Clinical and regulatory expenses in the third quarter were $792,000, or 5% revenue, compared to $813,000 or 6% of revenue in the year-ago period. The slight decrease was the result of timing of our clinical studies and regulatory submissions, as well as a reduction in the number of full-time employees in those departments. We project clinical and regulatory expenses will be approximately 5% of revenue for the foreseeable future.

In the third quarter, we did not incur any thrombin qualification or litigation expenses and we do not expect to incur any additional thrombin qualification expenses going forward.

Interest income was $28,000 for the third quarter as we yielded a 2% return. We anticipate a similar rate of return for the remainder of 2008.

Interest expense was $10,000 for the third quarter. We repaid the outstanding balance on our equipment line of credit on July 9 and, as a result, now have no outstanding balance in our bank lines.

Foreign exchange lots increased to $22,000 for the third quarter. We sell our products to our new German distributor at prices denominated in Euros. We also purchased a small number of inventory items as prices denominated in Euros, as well. As a result, we are exposed to foreign exchange movements during the time between the shipment of the product and payment. We currently have terms of net 60 days with our distributor and net 30 with our vendors under their agreements, providing for payments in Euros.

Income tax expense was $22,000 for the third quarter as a result of alternative minimum tax and high estate taxes where we do not have sufficient NOLs to offset our income.
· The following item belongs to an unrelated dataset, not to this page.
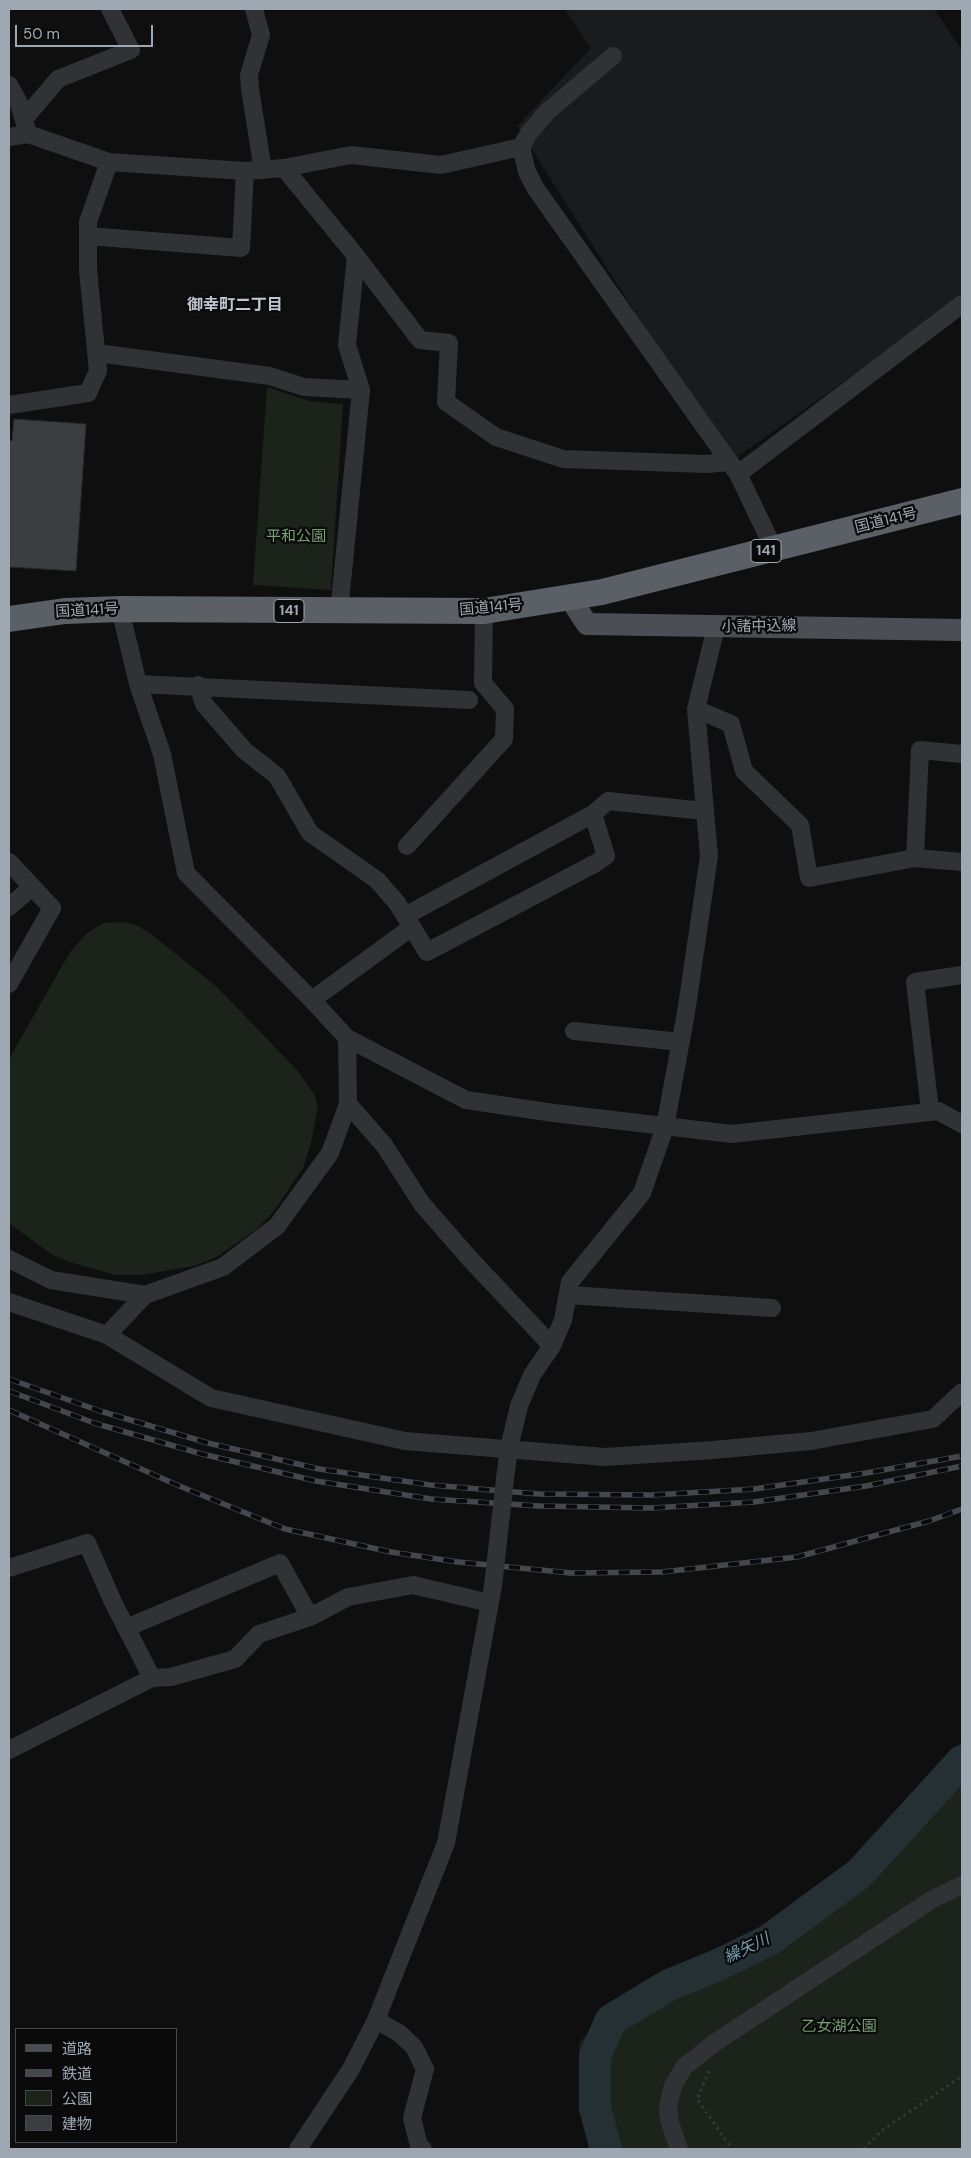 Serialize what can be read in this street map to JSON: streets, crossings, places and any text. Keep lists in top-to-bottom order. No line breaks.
{"streets":{"highway":["国道141号","141"],"main road":["小諸中込線"]},"crossings":[["国道141号","小諸中込線"]],"districts":["御幸町二丁目"],"water":["繰矢川"],"parks":["平和公園","乙女湖公園"],"legend":["道路","鉄道","公園","建物"],"scale_bar":"50 m"}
We estimate we will incur approximately $6,000 in additional tax expense for the remainder of 2008.

The resulting GAAP net income for the third quarter was $1.722 million or $0.11 per fully-diluted share, compared to net income of $15,000 in the third quarter of 2007. After adjusting for non-cash stock-based compensation in applying a 38% tax rate, we achieved adjusted net income of $1.362 million or $0.08 per fully-diluted share in the third quarter, compared to adjusted net income of $356,000 in the third quarter of 2007, an increase of 283%.

Looking forward, for the fourth quarter we project our GAAP net income per fully-diluted share to be in the range of $0.14 to $0.16 and our adjusted net income per fully-diluted share to be in the range of $0.09 to $0.11. Looking into 2009, we are providing preliminary guidance for GAAP net income per diluted share to be between $0.56 to $0.64, and adjusted net income per diluted share to be between $0.40 and $0.45 for the full year.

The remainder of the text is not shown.